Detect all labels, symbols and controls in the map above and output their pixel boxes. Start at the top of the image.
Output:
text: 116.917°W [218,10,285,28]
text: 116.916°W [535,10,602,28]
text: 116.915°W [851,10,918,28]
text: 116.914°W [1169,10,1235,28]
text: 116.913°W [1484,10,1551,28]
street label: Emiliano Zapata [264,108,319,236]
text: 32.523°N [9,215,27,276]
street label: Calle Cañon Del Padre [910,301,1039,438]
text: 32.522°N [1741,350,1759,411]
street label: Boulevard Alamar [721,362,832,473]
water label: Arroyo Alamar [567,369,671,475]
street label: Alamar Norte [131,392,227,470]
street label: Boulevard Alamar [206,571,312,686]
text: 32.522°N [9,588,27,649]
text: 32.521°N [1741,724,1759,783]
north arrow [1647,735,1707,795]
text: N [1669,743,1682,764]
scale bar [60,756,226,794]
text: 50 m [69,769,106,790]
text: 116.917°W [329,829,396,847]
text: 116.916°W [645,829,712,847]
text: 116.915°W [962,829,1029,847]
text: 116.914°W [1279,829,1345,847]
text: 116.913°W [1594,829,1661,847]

*-*-*

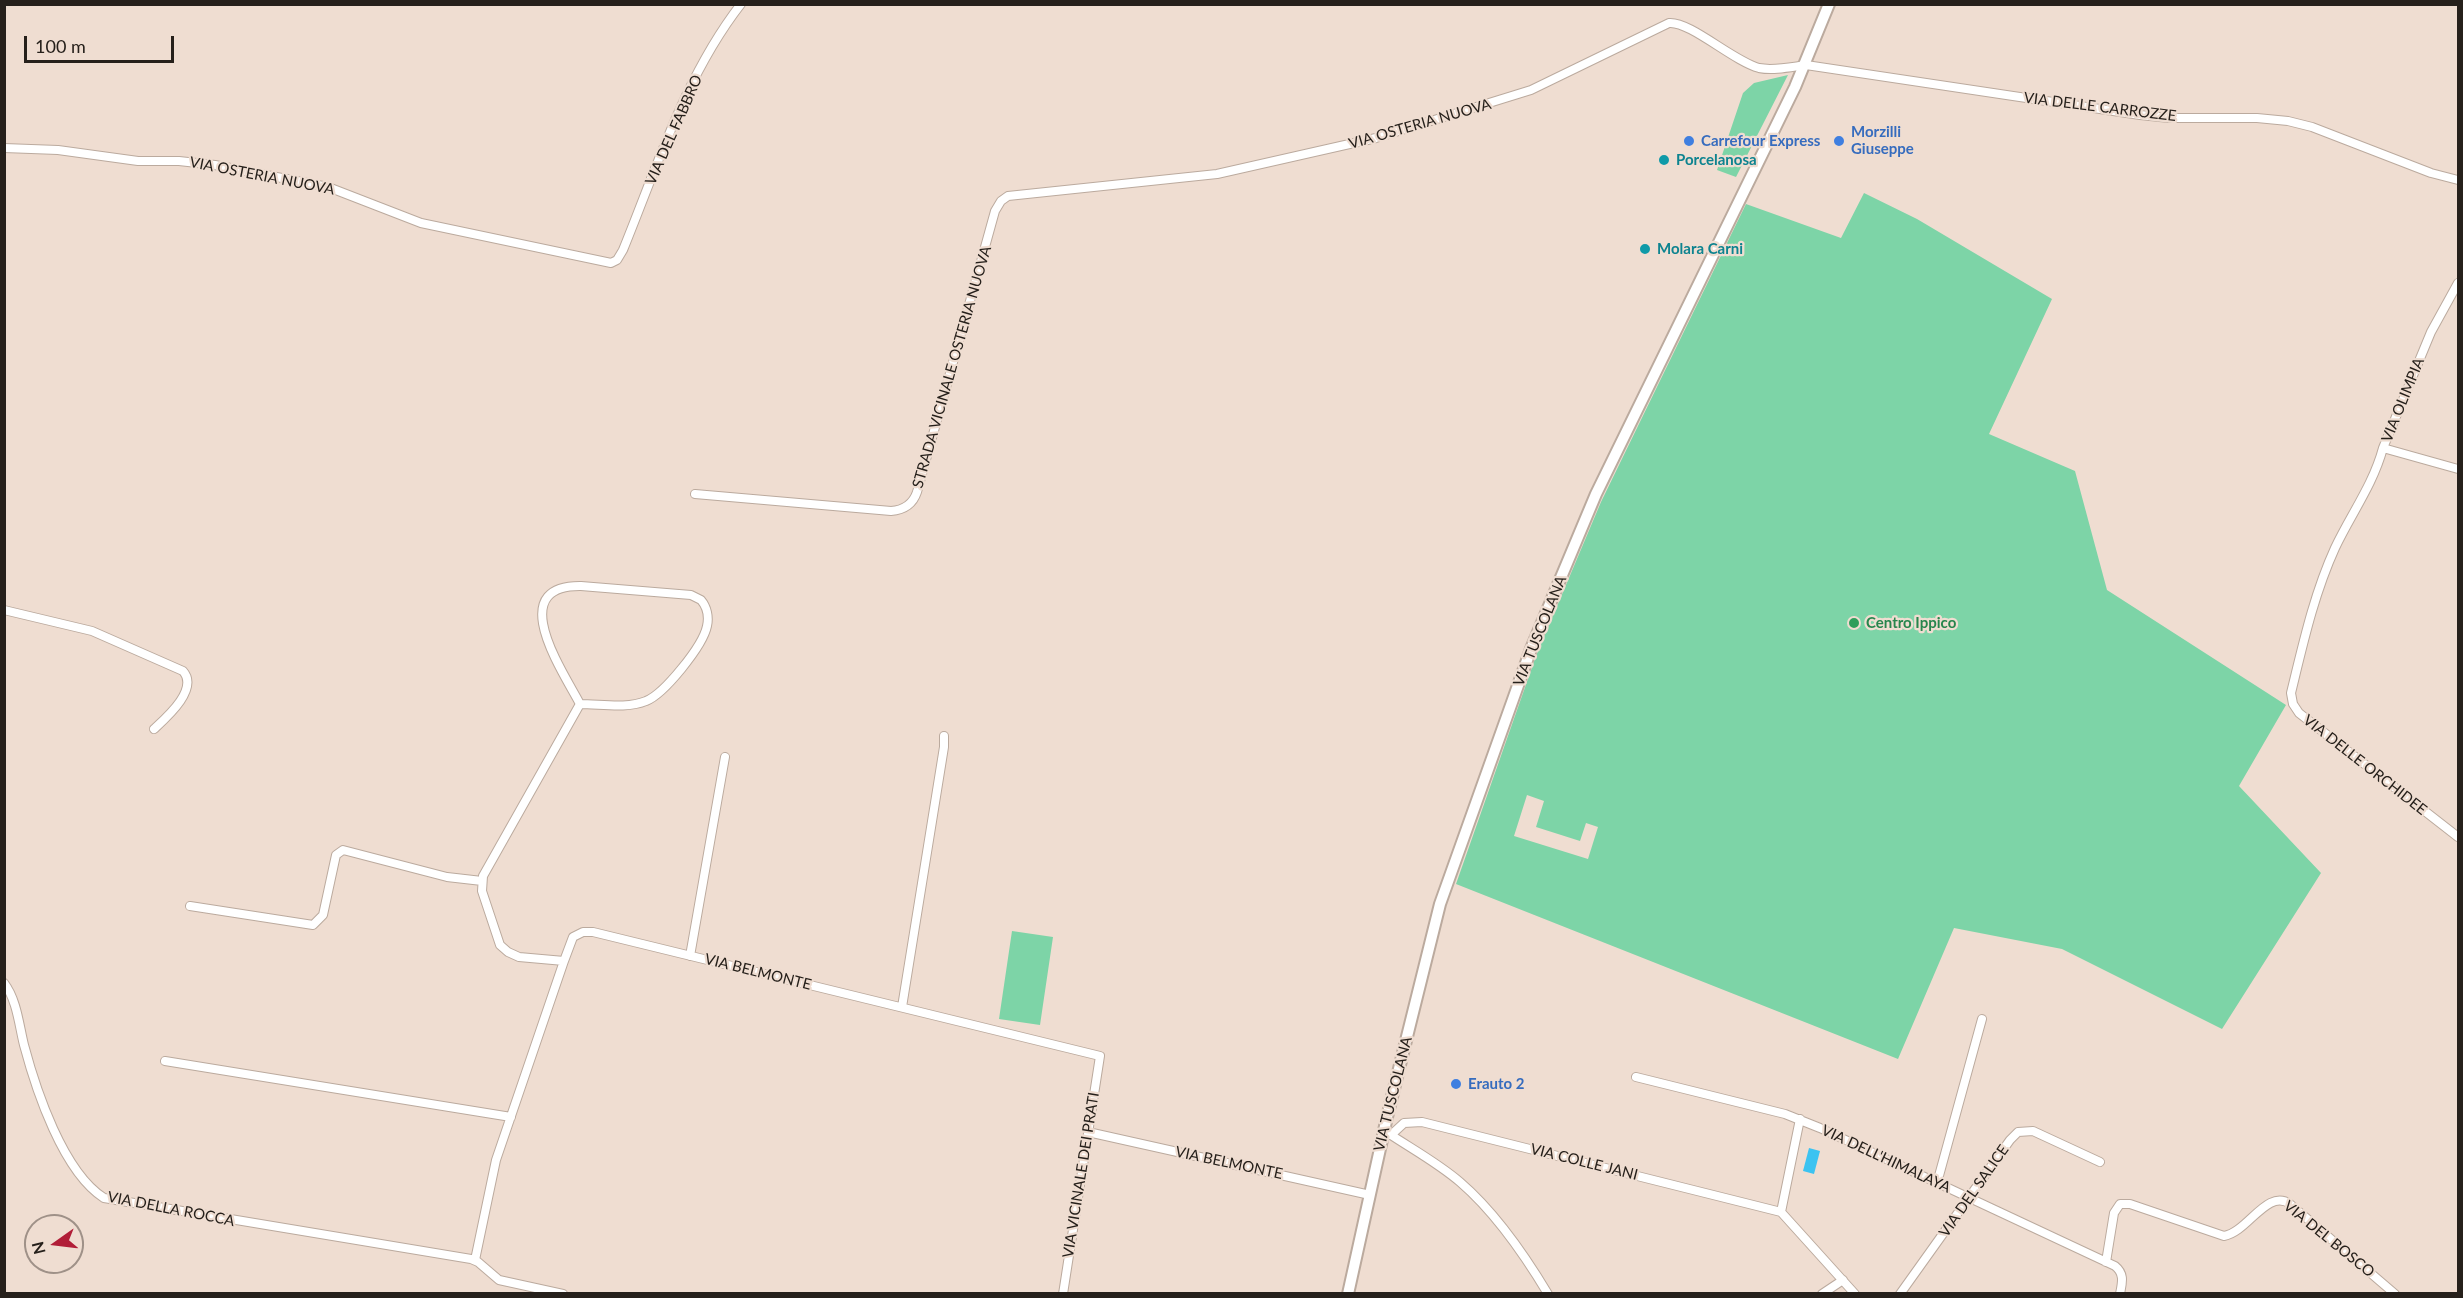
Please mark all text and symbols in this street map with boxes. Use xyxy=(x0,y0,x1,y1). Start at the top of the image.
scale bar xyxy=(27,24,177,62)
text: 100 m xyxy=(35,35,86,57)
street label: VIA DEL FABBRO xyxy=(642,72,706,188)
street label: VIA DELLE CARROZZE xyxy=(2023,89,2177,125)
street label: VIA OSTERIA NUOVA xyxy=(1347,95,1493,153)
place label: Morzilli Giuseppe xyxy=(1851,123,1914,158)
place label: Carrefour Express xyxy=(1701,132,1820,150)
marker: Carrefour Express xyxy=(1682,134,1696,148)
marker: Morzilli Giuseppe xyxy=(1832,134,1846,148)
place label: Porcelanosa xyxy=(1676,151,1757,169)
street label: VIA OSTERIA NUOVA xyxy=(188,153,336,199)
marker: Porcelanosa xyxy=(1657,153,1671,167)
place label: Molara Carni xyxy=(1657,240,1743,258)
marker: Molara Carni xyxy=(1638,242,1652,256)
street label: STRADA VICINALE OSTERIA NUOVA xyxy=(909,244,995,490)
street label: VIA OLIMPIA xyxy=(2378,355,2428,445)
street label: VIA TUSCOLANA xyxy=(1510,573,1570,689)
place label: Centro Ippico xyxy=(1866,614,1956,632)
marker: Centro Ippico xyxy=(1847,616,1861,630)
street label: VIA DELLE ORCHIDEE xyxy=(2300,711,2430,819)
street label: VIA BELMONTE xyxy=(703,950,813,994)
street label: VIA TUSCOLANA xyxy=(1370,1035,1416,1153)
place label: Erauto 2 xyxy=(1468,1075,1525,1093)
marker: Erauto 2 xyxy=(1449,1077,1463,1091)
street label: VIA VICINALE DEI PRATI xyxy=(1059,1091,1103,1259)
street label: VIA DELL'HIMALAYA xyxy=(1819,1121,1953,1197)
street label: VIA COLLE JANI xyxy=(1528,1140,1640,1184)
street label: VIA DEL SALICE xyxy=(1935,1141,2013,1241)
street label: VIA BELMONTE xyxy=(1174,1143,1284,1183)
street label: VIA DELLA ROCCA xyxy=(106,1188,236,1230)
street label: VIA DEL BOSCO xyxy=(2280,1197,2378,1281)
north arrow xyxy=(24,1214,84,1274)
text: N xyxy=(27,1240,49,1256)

*-*-*

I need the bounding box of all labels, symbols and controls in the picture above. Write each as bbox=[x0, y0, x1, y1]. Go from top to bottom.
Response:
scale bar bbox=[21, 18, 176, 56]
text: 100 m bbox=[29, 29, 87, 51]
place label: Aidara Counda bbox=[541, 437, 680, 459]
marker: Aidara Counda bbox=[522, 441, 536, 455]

*-*-*

[Problem]
In the listing, find all lines with the string "labels" and copy them.

[Final answer]
Detect all labels, symbols and controls in the map above and output their pixel boxes. Start at the top of the image.
I need the bounding box of all labels, symbols and controls in the picture above. Write each as bbox=[x0, y0, x1, y1]. Go from top to bottom.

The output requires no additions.